On reaching Chester, I had assumed that my connection to Wrexham would be leaving from Platform 2 as it usually has been in all the years I've used it, so I crossed the footbridge, only to be baffled by the fact that the next train my way from there wasn't due for about an hour and a half. The display boards weren't of any immediate help in clarifying the situation, so I had to go online to discover that my train was destined for Birmingham International and would be leaving from Platform 4B...which was on the side of the station I had just left. So it was a case of shambling back over the footbridge to wait. In the meantime, I phoned my niece to inform her of the day's developments.

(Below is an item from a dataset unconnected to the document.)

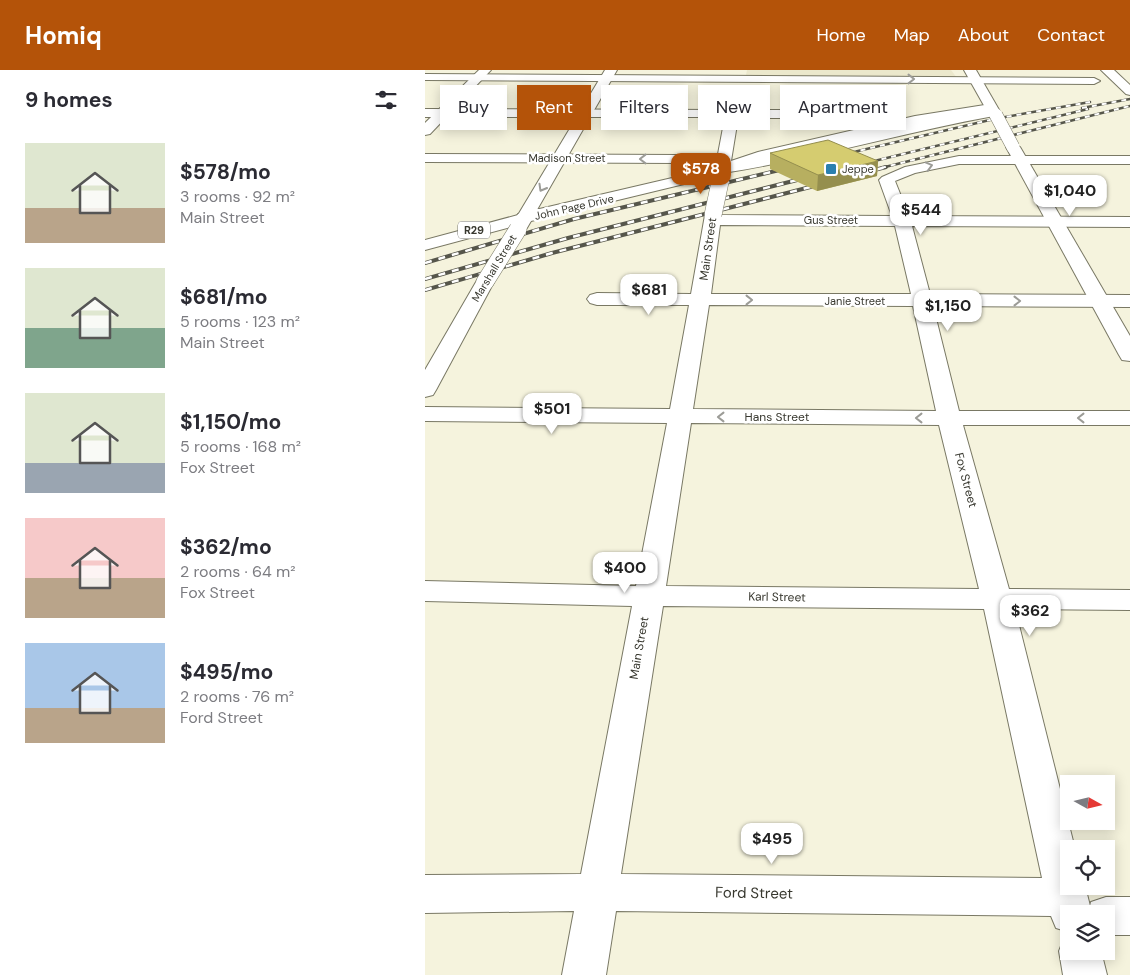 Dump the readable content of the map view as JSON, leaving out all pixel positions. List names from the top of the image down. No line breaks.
{"streets":{"street":["Madison Street","John Page Drive","Gus Street","R29","Main Street","Marshall Street","Janie Street","Hans Street","Fox Street","Karl Street","Ford Street"]},"crossings":[["Madison Street","John Page Drive"],["Madison Street","Marshall Street"],["John Page Drive","Main Street"],["John Page Drive","Marshall Street"],["Gus Street","Main Street"],["Gus Street","Fox Street"],["Main Street","Janie Street"],["Main Street","Hans Street"],["Main Street","Karl Street"],["Main Street","Ford Street"],["Janie Street","Fox Street"],["Hans Street","Fox Street"],["Fox Street","Karl Street"]],"one_way":["Hans Street"],"places":{"transit":["Jeppe"]},"north":"right","page":{"header":"Homiq","nav":["Home","Map","About","Contact"],"heading":"9 homes","chip":["Buy","Rent","Filters","New","Apartment"],"list":[{"name":"$578/mo","note":"3 rooms · 92 m² · Main Street"},{"name":"$681/mo","note":"5 rooms · 123 m² · Main Street"},{"name":"$1,150/mo","note":"5 rooms · 168 m² · Fox Street"},{"name":"$362/mo","note":"2 rooms · 64 m² · Fox Street"},{"name":"$495/mo","note":"2 rooms · 76 m² · Ford Street"}],"price":["$578","$1,040","$544","$681","$1,150","$501","$400","$362","$495"]}}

When the train came in, there was no display on the front, back or sides (or even, as far as one could tell, on the roof or the chassis) indicating where the hell it was going to. I - and another chap I got talking to - were also thrown by the fact that it had come in more than ten minutes before its departure time; we're not used to things like that nowadays. We both decided to board anyway, where the internal displays weren't showing anything either. Eventually, the screen came to life to assure us that, yes, we were heading the right way (the other chap was going to Wellington), and we were soon off. Backwards.

Getting into Wrexham, I knew that I couldn't reach the bus station in time for the 1600 service 12, so took my time (as if I had any option by that point; I was knackered) and waited for the service 14 at 1620, arriving home at about ten to five.

And there, bothers and misters in the systeries, is where things stand at present. I'm going to have to get down to my quondam dentist's on Thursday to see what can be done and how soon.

I could have said no to the whole journey, of course, citing my debility. But I needed something to boost my self-confidence, to show myself (if no-one else) that I could still do things like that; mind you, I was shagged out all day Tuesday.

So I find myself slightly becalmed. Things have changed, but nothing has actually happened. At least it gives me time to finish making my will (something which my niece and my sister-in-law have been prodding me about for months) and setting out my funeral requirements (it's all going to be very nice, and I wish I could be there to enjoy it myself). But things will move fairly soon, and perhaps I will be restored to something approximating good health - physically and psychologically - within a couple of months. Just in time for summer, in fact.